Buenos Aires has a new gallery located in San Telmo, close to the Museum of Modern Art. Calvaresi, which opened last month, hosts works by two avant garde pioneers -Pablo Curatella Manes and Magda Frank-, who share a floor devoted to sculptures, while the contemporary works by Andrés Paredes are exhibited in the first floor hall. A family of antique dealers, the Calvaresis have granted a special style to a house built in the late 19th Century, which was renovated respecting the original architecture but including the contrast of more contemporary elements, such as the façade and the glass elevator.
Nature has been the topic of Paredes’s work since he started his artistic career in Misiones, his home province, in the first decade of the 21st Century. It was there, in the tropical Paradise and the red soil of Apóstoles, where his fretworked trees and cut paper woods bearing the jungle entangled shapes were all born. Now, standing in the center of the “Artifice” garden, displayed at the hall located on Defensa Street, Paredes explains to this newspaper: "I decided to move to Buenos Aires, and ever since that moment my work has changed. When I came to La Boca, for the first time I devised and made my works in the harshness of the urban jungle, in a workshop with a window open to the street. My environment today has determined the changes in my production. I no longer work while watching nature, I am no longer woken by birds singing, nor do I listen to the sounds of the jungle. Instead, I create my works based on rather distant memories that feed my imagination.”
When he was asked which formal changes resulted from living in the city, given the fact that the exhibition includes butterflies, insects and a vegetation that is as entangled as the original one, he answered: "Everything is different, somehow artificial. To start with, the green and black colors have been replaced by mauve, pink, and turquoise. Color has become an active agent that helps create the exhibition climate. I have intentionally sought the dramatic effect of a garden where time has stopped, with the intention of causing an aesthetic emotion."
This unreality can be seen in the giant burnished bronze butterflies, in the simulated lianas made of paper orchids -weightless and identical to one another- that float in the middle of the hall. Moreover, the artifice is shown in the huge size of emerging sprouts. "This garden is artificial, idealized, imagined, dreamt, detached from reality," confirms Paredes.

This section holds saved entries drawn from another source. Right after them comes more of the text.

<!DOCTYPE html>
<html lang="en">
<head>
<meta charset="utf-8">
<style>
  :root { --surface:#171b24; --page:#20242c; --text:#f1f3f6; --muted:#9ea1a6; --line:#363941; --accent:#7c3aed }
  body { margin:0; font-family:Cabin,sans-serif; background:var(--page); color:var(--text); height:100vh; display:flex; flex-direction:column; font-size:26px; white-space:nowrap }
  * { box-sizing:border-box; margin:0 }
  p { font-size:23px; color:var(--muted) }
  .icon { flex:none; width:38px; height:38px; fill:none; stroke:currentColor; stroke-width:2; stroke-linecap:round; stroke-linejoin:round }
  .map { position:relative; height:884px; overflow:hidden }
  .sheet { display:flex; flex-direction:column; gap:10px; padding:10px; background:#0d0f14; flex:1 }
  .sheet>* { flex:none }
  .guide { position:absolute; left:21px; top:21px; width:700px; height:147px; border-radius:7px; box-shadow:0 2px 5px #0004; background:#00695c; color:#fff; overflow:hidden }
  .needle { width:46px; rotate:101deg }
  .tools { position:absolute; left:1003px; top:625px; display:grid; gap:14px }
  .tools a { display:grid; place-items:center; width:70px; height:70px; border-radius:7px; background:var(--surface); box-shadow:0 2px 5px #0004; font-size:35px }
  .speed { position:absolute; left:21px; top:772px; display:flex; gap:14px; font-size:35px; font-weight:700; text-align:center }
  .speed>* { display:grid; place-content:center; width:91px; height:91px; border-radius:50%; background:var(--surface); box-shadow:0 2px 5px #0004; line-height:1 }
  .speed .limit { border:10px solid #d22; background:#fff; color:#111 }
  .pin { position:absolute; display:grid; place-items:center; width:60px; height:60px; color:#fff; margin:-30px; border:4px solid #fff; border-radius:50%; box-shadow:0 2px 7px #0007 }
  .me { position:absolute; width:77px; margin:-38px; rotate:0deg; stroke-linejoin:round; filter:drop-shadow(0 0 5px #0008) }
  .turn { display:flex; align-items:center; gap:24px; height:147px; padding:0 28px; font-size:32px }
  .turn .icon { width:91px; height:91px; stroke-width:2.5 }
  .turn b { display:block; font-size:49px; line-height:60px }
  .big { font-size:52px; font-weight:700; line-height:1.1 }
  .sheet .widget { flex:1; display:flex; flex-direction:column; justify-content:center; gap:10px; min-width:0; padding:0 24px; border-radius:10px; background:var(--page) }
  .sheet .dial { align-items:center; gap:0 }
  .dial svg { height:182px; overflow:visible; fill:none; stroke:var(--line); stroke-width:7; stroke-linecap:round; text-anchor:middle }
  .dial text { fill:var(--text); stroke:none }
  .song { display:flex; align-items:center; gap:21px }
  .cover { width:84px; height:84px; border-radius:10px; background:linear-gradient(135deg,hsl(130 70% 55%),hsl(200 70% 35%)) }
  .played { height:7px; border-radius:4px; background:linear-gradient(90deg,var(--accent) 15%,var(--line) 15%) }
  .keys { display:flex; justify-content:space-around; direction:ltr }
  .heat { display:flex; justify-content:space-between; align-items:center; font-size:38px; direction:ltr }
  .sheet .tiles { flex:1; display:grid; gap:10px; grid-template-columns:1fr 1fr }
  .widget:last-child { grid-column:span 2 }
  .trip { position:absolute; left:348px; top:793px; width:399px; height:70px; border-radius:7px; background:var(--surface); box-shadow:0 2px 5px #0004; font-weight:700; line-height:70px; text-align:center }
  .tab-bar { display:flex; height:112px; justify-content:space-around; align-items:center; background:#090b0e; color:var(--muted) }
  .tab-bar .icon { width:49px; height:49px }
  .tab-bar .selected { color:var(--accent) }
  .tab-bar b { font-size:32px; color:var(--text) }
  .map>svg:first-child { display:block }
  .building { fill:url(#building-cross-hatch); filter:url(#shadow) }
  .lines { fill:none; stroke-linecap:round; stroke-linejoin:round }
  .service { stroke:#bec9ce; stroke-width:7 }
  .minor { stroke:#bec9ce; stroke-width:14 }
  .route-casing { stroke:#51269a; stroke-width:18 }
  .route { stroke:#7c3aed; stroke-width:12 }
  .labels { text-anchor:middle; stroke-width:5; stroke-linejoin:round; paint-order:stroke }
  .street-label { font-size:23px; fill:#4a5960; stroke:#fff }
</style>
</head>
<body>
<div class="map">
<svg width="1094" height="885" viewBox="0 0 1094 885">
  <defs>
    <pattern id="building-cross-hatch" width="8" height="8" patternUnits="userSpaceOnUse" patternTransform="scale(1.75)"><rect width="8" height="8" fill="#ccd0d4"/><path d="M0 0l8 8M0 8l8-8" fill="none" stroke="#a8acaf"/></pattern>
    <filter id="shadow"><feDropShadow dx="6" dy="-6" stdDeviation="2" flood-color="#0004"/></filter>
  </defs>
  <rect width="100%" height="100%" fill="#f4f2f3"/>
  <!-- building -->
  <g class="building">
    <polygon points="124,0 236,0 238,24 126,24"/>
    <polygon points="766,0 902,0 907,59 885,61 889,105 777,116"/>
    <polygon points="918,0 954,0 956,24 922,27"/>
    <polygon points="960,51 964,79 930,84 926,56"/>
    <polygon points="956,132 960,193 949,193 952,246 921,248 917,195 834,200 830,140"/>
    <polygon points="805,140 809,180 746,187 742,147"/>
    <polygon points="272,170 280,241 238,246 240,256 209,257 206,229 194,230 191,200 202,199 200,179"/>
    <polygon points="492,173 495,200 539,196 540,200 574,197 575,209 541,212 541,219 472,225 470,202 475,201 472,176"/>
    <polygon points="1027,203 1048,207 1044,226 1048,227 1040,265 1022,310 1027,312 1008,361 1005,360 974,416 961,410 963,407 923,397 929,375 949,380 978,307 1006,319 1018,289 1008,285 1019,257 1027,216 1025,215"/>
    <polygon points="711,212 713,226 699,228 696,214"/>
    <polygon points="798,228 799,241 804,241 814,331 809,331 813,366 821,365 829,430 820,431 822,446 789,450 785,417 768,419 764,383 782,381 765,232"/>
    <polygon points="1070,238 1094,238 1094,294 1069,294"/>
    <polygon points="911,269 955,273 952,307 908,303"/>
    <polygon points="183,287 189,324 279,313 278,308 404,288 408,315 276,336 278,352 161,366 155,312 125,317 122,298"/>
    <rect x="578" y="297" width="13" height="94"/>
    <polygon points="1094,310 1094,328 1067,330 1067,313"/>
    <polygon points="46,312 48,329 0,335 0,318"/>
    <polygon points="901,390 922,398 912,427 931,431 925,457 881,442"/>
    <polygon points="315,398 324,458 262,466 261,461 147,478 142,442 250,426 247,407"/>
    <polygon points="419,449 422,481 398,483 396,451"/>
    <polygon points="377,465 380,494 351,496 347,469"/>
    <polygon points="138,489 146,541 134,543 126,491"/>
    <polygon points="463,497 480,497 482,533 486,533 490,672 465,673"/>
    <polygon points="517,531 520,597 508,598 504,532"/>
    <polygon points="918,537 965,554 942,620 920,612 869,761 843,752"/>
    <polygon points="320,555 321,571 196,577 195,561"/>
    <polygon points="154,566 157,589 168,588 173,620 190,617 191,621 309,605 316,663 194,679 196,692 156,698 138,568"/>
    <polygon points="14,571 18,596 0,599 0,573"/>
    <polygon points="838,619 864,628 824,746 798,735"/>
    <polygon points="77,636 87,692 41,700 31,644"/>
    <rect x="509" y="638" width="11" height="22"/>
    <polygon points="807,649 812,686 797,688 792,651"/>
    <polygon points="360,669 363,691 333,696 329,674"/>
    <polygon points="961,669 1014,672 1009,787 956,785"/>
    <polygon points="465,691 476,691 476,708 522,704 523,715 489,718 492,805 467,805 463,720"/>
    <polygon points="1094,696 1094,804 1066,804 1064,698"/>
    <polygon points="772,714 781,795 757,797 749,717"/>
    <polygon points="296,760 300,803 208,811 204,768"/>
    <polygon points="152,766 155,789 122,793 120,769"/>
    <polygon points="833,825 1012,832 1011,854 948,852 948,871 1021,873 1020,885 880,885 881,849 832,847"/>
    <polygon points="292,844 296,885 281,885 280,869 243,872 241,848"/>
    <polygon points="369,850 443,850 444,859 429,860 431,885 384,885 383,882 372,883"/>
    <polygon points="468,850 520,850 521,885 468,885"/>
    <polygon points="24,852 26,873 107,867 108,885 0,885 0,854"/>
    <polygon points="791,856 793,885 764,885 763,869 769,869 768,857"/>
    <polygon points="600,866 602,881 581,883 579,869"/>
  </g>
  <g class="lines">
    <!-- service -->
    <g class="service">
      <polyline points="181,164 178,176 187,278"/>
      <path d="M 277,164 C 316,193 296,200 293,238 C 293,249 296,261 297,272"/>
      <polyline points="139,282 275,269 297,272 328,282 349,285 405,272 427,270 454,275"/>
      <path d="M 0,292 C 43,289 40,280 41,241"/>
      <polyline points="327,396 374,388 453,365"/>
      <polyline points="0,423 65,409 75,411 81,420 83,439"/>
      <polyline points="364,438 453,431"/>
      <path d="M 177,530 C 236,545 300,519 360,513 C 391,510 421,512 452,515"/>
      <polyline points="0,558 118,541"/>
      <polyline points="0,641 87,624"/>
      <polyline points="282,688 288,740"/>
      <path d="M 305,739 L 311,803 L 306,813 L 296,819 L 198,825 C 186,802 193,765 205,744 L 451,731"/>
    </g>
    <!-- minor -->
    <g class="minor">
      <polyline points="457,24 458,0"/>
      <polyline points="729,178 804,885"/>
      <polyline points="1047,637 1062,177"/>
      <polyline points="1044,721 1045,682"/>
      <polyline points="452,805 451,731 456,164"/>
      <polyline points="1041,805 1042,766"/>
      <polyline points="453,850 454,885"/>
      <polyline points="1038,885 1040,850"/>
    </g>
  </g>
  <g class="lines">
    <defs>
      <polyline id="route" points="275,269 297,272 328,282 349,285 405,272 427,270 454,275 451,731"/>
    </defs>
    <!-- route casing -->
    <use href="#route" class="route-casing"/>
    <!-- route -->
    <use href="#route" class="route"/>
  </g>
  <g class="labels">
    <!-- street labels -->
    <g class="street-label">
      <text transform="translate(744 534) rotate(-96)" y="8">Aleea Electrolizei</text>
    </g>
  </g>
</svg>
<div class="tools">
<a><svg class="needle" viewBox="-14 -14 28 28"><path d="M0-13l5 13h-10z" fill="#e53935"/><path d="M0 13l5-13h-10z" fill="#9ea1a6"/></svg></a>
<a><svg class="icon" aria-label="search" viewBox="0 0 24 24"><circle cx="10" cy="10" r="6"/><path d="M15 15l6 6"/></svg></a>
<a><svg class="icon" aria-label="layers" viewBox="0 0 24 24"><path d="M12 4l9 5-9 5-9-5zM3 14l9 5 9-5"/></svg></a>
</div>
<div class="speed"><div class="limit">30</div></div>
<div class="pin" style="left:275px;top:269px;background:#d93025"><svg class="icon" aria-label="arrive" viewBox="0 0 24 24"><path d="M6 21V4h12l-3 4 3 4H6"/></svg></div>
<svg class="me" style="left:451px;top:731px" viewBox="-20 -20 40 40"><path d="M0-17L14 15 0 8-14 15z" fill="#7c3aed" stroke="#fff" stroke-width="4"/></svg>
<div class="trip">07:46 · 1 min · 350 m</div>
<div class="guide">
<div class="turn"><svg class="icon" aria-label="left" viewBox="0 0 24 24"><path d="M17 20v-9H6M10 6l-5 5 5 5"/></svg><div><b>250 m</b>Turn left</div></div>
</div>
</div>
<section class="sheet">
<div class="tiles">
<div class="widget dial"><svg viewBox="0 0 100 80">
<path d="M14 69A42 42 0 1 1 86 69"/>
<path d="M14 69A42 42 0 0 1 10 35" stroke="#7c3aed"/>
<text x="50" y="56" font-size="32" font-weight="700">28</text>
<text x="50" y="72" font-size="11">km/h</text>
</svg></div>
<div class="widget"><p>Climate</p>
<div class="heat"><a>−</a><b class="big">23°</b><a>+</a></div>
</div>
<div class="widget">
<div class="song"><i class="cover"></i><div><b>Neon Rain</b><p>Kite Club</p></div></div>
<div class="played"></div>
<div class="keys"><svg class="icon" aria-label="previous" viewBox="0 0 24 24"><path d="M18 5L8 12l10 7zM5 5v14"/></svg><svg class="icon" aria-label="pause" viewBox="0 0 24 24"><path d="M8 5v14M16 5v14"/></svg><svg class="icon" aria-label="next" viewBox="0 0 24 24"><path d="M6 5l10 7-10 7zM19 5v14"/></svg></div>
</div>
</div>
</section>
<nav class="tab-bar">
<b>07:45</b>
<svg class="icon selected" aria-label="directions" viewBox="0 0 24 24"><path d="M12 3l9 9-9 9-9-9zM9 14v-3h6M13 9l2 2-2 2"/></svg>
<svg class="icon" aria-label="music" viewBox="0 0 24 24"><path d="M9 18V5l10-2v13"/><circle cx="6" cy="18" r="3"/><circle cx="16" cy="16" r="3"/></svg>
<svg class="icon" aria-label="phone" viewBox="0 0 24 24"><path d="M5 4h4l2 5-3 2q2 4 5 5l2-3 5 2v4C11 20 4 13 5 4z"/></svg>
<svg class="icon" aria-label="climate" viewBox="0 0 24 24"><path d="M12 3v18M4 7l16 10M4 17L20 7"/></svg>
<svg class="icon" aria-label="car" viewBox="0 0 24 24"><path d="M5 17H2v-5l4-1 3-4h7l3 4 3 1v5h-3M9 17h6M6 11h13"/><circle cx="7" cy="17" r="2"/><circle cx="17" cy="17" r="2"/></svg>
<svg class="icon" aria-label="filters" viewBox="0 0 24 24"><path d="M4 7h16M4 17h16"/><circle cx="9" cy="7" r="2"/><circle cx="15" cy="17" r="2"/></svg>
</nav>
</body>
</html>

"I did a one-month-long residency last year, and discovered that producing my work in Buenos Aires was a very interesting experience. Besides, I enjoy visiting art exhibitions and participating in the thrill of a big city. There is no artistic life in Misiones -to see something interesting, you need to go to San Pablo, Porto Alegre or to come to Buenos Aires. When the Tres Pinos Foundation offered me an apartment to live here for two years, I did not hesitate. I came her with my partner, my dog, my works. And here I am, accepting commitments and creating new projects," he added. Paredes is currently preparing an exhibition to be held at a gallery located in Houston, a city where he feels times are shorter. But he made it clear that his Apostoles workshop is ready for him to return whenever he likes.